──────── DATA UNDER STUDY

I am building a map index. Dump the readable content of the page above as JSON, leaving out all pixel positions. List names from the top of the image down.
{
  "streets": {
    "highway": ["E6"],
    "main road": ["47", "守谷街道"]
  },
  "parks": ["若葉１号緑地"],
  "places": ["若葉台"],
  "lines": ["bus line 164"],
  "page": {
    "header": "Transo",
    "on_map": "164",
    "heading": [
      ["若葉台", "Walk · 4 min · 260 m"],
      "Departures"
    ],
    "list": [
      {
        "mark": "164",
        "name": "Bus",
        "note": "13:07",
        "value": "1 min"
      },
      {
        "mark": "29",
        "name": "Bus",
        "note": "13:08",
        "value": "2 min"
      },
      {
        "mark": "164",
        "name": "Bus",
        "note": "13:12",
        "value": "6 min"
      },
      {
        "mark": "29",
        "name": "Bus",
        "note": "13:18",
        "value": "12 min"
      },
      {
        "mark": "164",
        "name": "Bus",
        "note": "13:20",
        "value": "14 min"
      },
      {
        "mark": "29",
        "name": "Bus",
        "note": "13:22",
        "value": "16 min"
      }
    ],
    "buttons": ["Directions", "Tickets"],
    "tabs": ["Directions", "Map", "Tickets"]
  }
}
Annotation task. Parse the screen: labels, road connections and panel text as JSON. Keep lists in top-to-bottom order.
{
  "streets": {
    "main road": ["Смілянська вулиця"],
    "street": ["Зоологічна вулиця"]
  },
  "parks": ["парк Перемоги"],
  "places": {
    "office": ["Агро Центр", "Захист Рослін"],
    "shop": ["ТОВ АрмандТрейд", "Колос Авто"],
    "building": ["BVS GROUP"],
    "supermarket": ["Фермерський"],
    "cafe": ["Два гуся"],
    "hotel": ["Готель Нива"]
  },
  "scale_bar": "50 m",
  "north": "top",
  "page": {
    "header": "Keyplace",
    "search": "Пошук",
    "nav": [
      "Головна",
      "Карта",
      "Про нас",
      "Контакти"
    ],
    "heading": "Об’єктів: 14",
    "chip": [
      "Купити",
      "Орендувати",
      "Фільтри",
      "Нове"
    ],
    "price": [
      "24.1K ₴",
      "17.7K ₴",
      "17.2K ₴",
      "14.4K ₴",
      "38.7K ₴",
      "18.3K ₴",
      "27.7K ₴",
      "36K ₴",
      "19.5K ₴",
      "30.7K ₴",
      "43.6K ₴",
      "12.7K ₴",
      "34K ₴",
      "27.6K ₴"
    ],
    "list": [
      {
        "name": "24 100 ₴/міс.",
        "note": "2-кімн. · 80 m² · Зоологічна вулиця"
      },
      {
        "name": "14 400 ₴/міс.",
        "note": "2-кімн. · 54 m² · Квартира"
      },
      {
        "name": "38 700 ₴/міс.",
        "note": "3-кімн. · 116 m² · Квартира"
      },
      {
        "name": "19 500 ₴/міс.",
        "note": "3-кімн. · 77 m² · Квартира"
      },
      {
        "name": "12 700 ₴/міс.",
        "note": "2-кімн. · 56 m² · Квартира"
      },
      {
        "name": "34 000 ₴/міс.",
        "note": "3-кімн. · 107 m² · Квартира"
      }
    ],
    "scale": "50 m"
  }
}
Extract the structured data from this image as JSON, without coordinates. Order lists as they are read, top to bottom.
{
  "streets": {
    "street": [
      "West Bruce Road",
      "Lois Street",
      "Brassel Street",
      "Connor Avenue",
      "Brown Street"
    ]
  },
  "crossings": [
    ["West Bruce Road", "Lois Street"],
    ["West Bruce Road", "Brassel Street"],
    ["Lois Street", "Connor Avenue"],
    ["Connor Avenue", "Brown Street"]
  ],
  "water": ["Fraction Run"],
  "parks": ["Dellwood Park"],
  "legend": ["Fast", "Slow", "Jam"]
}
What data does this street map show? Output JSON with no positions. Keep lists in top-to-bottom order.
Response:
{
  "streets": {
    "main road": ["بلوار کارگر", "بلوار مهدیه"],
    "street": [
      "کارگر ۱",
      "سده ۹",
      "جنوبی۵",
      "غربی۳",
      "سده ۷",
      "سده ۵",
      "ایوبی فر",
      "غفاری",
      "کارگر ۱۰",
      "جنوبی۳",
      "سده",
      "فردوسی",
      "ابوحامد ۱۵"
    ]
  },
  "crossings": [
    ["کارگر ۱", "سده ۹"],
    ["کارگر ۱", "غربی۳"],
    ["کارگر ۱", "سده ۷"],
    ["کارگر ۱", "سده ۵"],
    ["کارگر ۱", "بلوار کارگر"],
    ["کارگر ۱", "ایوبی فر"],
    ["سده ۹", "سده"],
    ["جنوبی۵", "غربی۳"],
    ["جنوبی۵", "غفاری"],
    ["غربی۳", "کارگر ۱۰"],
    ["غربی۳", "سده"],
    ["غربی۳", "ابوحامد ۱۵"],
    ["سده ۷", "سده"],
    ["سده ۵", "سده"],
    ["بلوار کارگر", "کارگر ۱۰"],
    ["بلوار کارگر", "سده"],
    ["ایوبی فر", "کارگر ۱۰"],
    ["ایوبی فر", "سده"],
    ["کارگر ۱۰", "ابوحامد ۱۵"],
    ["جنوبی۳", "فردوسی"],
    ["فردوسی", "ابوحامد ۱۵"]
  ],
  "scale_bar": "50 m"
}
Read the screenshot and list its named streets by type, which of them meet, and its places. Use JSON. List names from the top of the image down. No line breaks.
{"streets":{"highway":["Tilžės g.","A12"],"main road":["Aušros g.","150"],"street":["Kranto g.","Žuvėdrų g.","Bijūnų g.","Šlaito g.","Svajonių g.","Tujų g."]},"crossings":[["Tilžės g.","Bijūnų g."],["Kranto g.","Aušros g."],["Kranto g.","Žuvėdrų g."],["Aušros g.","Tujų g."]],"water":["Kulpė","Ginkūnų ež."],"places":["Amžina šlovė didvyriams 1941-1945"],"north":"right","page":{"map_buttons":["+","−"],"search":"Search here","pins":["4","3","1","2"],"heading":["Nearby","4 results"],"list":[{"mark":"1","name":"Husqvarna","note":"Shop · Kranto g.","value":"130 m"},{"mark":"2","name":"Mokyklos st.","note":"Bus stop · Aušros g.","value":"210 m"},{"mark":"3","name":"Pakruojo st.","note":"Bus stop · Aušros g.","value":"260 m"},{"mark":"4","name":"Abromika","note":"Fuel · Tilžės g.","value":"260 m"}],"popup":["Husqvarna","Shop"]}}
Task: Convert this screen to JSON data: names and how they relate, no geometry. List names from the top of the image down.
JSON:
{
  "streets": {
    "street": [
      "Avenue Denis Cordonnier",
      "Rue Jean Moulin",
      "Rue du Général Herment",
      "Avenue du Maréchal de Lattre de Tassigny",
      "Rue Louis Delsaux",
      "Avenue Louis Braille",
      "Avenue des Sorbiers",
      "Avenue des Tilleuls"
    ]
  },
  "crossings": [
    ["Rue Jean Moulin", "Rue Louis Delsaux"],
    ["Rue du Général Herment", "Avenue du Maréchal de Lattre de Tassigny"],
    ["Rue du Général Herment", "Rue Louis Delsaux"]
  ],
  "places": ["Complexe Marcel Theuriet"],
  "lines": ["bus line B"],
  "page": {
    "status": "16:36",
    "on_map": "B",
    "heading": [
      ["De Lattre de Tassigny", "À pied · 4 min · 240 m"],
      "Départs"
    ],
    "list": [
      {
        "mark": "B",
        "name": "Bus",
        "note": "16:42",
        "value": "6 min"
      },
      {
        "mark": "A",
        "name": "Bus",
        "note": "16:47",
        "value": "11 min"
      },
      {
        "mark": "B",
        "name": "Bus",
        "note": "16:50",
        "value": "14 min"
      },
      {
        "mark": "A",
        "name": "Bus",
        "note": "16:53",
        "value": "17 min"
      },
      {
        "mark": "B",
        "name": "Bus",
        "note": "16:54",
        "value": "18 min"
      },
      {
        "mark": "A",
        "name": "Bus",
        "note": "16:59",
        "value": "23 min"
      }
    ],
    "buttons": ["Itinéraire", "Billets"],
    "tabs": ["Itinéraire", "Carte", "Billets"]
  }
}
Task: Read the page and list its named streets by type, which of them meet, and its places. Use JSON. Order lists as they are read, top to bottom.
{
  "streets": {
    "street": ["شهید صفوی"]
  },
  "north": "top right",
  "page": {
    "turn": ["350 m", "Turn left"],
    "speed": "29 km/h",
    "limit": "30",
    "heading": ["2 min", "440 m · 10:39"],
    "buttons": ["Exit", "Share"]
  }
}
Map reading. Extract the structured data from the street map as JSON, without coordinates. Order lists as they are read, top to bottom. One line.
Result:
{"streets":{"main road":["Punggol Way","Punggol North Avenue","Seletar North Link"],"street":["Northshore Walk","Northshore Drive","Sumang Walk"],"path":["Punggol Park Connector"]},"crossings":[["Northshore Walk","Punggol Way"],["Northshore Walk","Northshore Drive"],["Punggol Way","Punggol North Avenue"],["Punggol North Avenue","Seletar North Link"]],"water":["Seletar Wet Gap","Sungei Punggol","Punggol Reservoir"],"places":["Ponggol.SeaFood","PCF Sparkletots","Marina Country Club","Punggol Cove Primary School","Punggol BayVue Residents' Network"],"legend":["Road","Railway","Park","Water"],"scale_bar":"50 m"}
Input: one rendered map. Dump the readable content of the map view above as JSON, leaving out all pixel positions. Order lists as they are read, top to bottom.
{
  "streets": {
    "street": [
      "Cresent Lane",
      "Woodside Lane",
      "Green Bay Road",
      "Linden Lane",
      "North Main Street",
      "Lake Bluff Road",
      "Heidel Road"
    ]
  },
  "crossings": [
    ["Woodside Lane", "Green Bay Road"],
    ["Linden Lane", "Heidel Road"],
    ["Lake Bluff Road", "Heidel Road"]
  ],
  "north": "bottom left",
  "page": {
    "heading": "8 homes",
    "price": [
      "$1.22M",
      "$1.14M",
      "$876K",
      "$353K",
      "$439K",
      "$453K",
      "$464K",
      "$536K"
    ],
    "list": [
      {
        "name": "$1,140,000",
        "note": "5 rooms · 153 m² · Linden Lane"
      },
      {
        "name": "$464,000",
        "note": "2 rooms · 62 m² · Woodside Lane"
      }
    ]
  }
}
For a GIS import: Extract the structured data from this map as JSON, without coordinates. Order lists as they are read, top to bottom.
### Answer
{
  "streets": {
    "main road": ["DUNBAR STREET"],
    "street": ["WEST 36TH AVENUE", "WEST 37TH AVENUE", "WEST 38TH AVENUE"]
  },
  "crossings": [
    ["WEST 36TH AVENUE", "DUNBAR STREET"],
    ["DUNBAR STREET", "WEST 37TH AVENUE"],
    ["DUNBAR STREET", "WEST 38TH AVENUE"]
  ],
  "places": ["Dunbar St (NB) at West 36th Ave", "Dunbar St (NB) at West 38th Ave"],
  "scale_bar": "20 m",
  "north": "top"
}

────────────────

• [PROMPT]: Write out, exactly as shown, only the lines running from the one that contains "Input: one rendered" to the last line above.

• [EXERCISE OUTPUT]:
Input: one rendered map. Dump the readable content of the map view above as JSON, leaving out all pixel positions. Order lists as they are read, top to bottom.
{
  "streets": {
    "street": [
      "Cresent Lane",
      "Woodside Lane",
      "Green Bay Road",
      "Linden Lane",
      "North Main Street",
      "Lake Bluff Road",
      "Heidel Road"
    ]
  },
  "crossings": [
    ["Woodside Lane", "Green Bay Road"],
    ["Linden Lane", "Heidel Road"],
    ["Lake Bluff Road", "Heidel Road"]
  ],
  "north": "bottom left",
  "page": {
    "heading": "8 homes",
    "price": [
      "$1.22M",
      "$1.14M",
      "$876K",
      "$353K",
      "$439K",
      "$453K",
      "$464K",
      "$536K"
    ],
    "list": [
      {
        "name": "$1,140,000",
        "note": "5 rooms · 153 m² · Linden Lane"
      },
      {
        "name": "$464,000",
        "note": "2 rooms · 62 m² · Woodside Lane"
      }
    ]
  }
}
For a GIS import: Extract the structured data from this map as JSON, without coordinates. Order lists as they are read, top to bottom.
### Answer
{
  "streets": {
    "main road": ["DUNBAR STREET"],
    "street": ["WEST 36TH AVENUE", "WEST 37TH AVENUE", "WEST 38TH AVENUE"]
  },
  "crossings": [
    ["WEST 36TH AVENUE", "DUNBAR STREET"],
    ["DUNBAR STREET", "WEST 37TH AVENUE"],
    ["DUNBAR STREET", "WEST 38TH AVENUE"]
  ],
  "places": ["Dunbar St (NB) at West 36th Ave", "Dunbar St (NB) at West 38th Ave"],
  "scale_bar": "20 m",
  "north": "top"
}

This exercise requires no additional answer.